Please set down each entry exactly, omitting any picture it holds.

^^^^^^^^^^^^^^^^

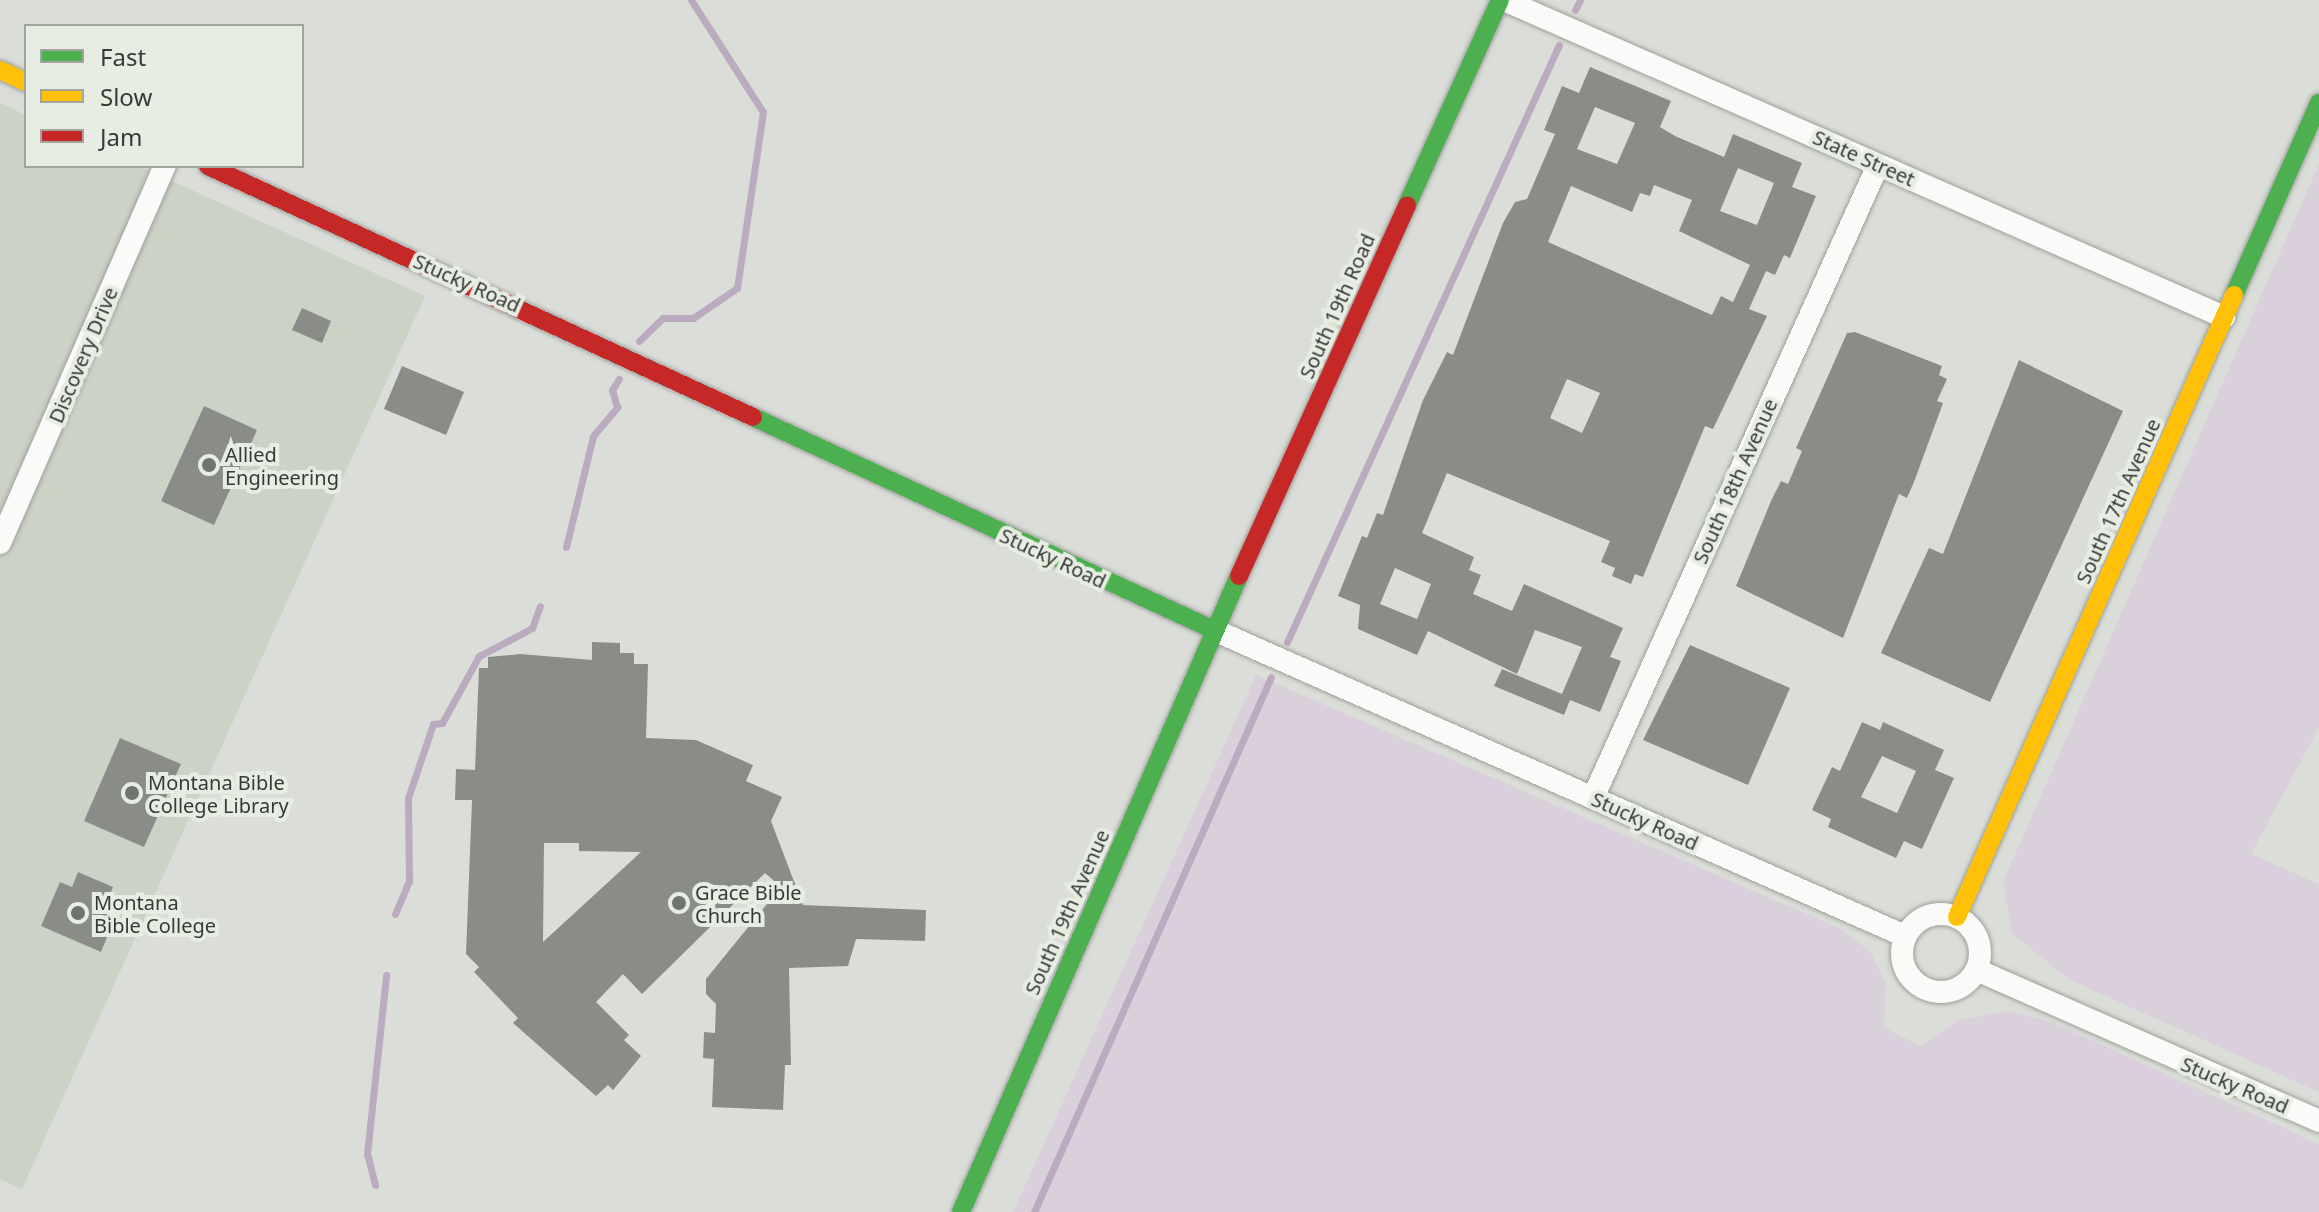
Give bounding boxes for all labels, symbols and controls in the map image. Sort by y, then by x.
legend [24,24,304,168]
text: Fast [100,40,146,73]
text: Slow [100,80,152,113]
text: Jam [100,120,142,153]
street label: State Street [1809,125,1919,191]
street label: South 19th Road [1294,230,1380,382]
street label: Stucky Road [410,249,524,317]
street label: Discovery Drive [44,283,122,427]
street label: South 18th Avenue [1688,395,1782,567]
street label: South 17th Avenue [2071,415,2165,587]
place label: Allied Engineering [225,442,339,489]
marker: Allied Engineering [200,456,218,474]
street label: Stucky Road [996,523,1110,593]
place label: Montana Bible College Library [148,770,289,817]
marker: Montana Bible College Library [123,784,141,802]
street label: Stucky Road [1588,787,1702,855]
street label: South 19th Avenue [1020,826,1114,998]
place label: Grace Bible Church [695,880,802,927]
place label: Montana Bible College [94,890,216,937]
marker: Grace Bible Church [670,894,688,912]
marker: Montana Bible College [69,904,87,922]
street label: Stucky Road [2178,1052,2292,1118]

^^^^^^^^^^^^^^^^

**Written response:**
Give bounding boxes for all labels, symbols and controls in the map image. Sort by y, then by x.
legend [24,24,304,168]
text: Fast [100,40,146,73]
text: Slow [100,80,152,113]
text: Jam [100,120,142,153]
street label: State Street [1809,125,1919,191]
street label: South 19th Road [1294,230,1380,382]
street label: Stucky Road [410,249,524,317]
street label: Discovery Drive [44,283,122,427]
street label: South 18th Avenue [1688,395,1782,567]
street label: South 17th Avenue [2071,415,2165,587]
place label: Allied Engineering [225,442,339,489]
marker: Allied Engineering [200,456,218,474]
street label: Stucky Road [996,523,1110,593]
place label: Montana Bible College Library [148,770,289,817]
marker: Montana Bible College Library [123,784,141,802]
street label: Stucky Road [1588,787,1702,855]
street label: South 19th Avenue [1020,826,1114,998]
place label: Grace Bible Church [695,880,802,927]
place label: Montana Bible College [94,890,216,937]
marker: Grace Bible Church [670,894,688,912]
marker: Montana Bible College [69,904,87,922]
street label: Stucky Road [2178,1052,2292,1118]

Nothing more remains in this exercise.